Bourguiba d’abord, puis Ben Ali, ont érigé une figure d’un père surhumain, tantôt légitimée grâce à l’indépendance, tantôt assénée par la force. Aujourd’hui, l’autorité du pouvoir en place divinise cette figure du père. Le guide n’est plus suprême : il est le suprême des suprêmes. Dieu est le guide. Les pères humains sont morts. Vive le père divin.

Hamlet-Machine

La réécriture (au sens barthésien du terme) « Hamlet-Machine » (1977) de Heiner Müller est aussi dense et complexe que l’œuvre tutélaire de Shakespeare. Le dramaturge est-allemand y éclate, condense, actualise, s’approprie l’original à tel point qu’il se transforme inéluctablement en une nouvelle pièce, totalement indépendante de celle qui l’a engendrée. Rédigée en pleine déconfiture des idéologies et fin de l’histoire, se situant plus dans le sillage d’Artaud, Becket ou Genet, que Brecht, elle invoque tout naturellement en plus de Hamlet, d’autres figures mythiques (Electre par exemple) et une écriture théâtrale résolument contemporaine.

Ainsi, la pièce qui fait à peine une dizaine de pages commence par un énigmatique « J’étais Hamlet. » Puis un peu plus tard, le personnage d’Hamlet va encore plus loin : « Je suis un comédien, je joue Hamlet. » Müller, qui anticipe sur la théorie de Bayard, pose d’emblée Hamlet comme un personnage en constante représentation, indéniablement schizophrène. Tout le long du texte, Hamlet mais aussi le reste des personnages, ne cessent de changer d’identités : Hamlet devient Ophélie et finit par dire « je ne suis plus Hamlet », Ophélie devient Electre (et c’est sur une tirade d’Electre que s’achève la pièce), Horacio (l’ami du prince Hamlet) devient Claudius.

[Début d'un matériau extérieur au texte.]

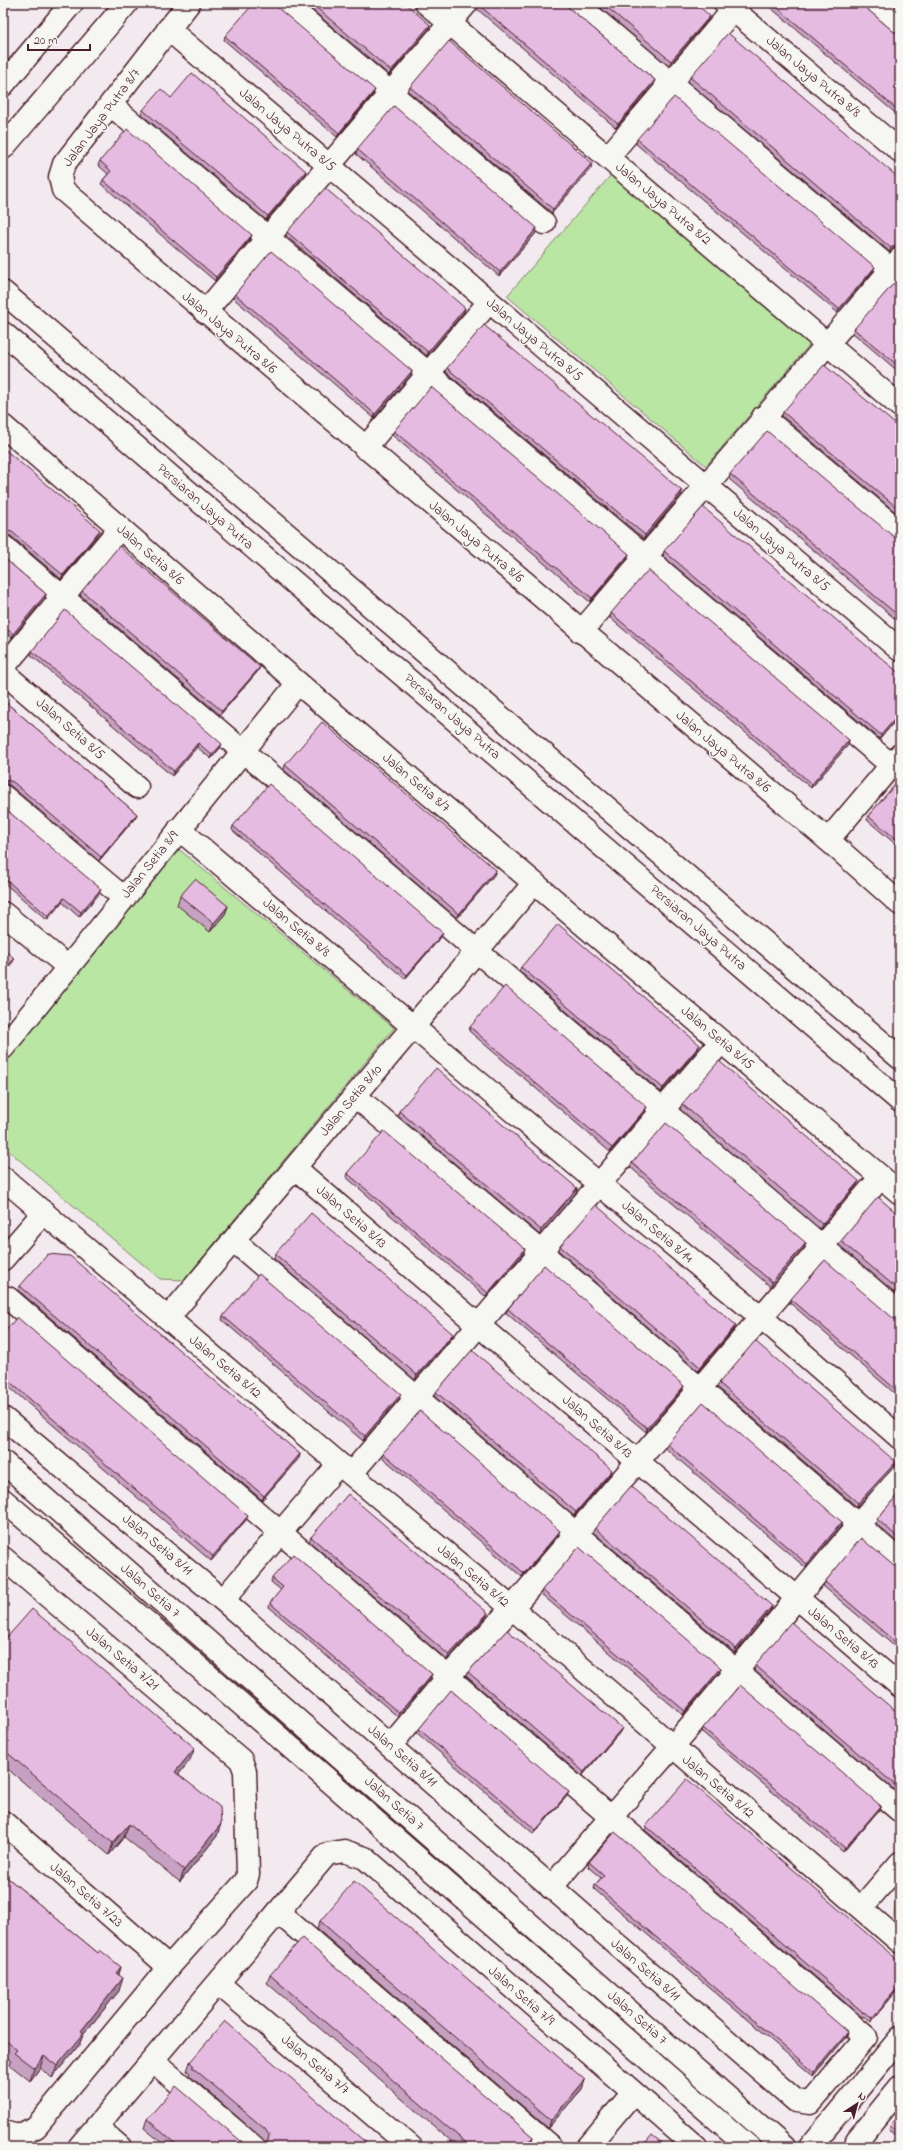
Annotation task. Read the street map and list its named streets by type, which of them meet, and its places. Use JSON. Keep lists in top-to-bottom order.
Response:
{
  "streets": {
    "street": [
      "Jalan Jaya Putra 8/8",
      "Jalan Jaya Putra 8/7",
      "Jalan Jaya Putra 8/5",
      "Jalan Jaya Putra 8/2",
      "Jalan Jaya Putra 8/6",
      "Persiaran Jaya Putra",
      "Jalan Setia 8/6",
      "Jalan Setia 8/5",
      "Jalan Setia 8/7",
      "Jalan Setia 8/9",
      "Jalan Setia 8/8",
      "Jalan Setia 8/15",
      "Jalan Setia 8/10",
      "Jalan Setia 8/13",
      "Jalan Setia 8/14",
      "Jalan Setia 8/12",
      "Jalan Setia 8/11",
      "Jalan Setia 7",
      "Jalan Setia 7/21",
      "Jalan Setia 7/23",
      "Jalan Setia 7/9",
      "Jalan Setia 7/7"
    ]
  },
  "crossings": [
    ["Jalan Jaya Putra 8/7", "Jalan Jaya Putra 8/5"],
    ["Jalan Jaya Putra 8/7", "Jalan Jaya Putra 8/6"],
    ["Jalan Setia 8/6", "Jalan Setia 8/7"],
    ["Jalan Setia 8/6", "Jalan Setia 8/9"],
    ["Jalan Setia 8/7", "Jalan Setia 8/9"],
    ["Jalan Setia 8/7", "Jalan Setia 8/15"],
    ["Jalan Setia 8/7", "Jalan Setia 8/10"],
    ["Jalan Setia 8/9", "Jalan Setia 8/8"],
    ["Jalan Setia 8/8", "Jalan Setia 8/10"],
    ["Jalan Setia 8/8", "Jalan Setia 8/14"],
    ["Jalan Setia 8/15", "Jalan Setia 8/10"],
    ["Jalan Setia 8/10", "Jalan Setia 8/13"],
    ["Jalan Setia 8/10", "Jalan Setia 8/14"],
    ["Jalan Setia 8/10", "Jalan Setia 8/12"],
    ["Jalan Setia 7/21", "Jalan Setia 7/23"]
  ],
  "scale_bar": "20 m",
  "north": "top right"
}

Témoin de la débâcle du socialisme, Müller, qui contrairement à plusieurs autres artistes, n’a jamais quitté l’Allemagne de l’Est pour celle capitaliste de l’Ouest, place Hamlet dans une Europe déchirée entre un impérialisme triomphant et aliénant et des utopies en totale désintégration. « L’espérance ne s’est pas réalisée », la révolution socialiste a échoué et les révolutions qui lui succèderont échoueront de même, inéluctablement. Le monde est voué à une destruction lente et irrémédiable sous le joug du capitalisme. Ophélie, la femme sacrifiée, transformée elle aussi en figure de la vengeance, termine par ses mots cette vision d’apocalypse :

C’est Electre qui parle. Au cœur de l’obscurité. Sous le soleil de la torture. Aux métropoles du monde. Au nom des victimes. Je rejette toute la semence que j’ai reçue. À bas le bonheur de la soumission. Vive la haine, le mépris, le soulèvement, la mort. Quand elle traversera vos chambres à coucher avec des couteaux de boucher, vous saurez la vérité

.Cette pièce, dont une version en arabe (littéraire et dialectal libanais) a été donnée dans le cadre des Journées Théâtrales de Carthage par la compagnie Zoukak, tout juste trois jours avant le 14 janvier, ne pouvait pas ne pas renvoyer indirectement à l’échec de la révolution tunisienne (surtout que formellement, la mise en scène n’est pas à la hauteur du texte). Car entre une contre-révolution qui commence le jour même de la fuite de Ben Ali, des élections préméditées et exécutées dans le seul but de faire avorter l’insurrection et des célébrations aux forts relents novembristes, il est totalement futile de continuer à scander « la révolution continue ».

Par l’action commune des hommes politiques et des médias principalement, par aussi la lâcheté de la classe moyenne embourgeoisée, la révolution populaire (au sens qualitatif et non quantitatif) est devenue un mythe véhiculée, une marchandise consommée, une utopie non-réalisée d’un désir demeuré désir (pour paraphraser René Char). L’activité politique est construite dans son simple appareil festif par le pouvoir et dénuée ainsi de sa charge subversive (les élections sont systématiquement – pendant des mois avant, pendant et après son déroulement – nommée « noces »).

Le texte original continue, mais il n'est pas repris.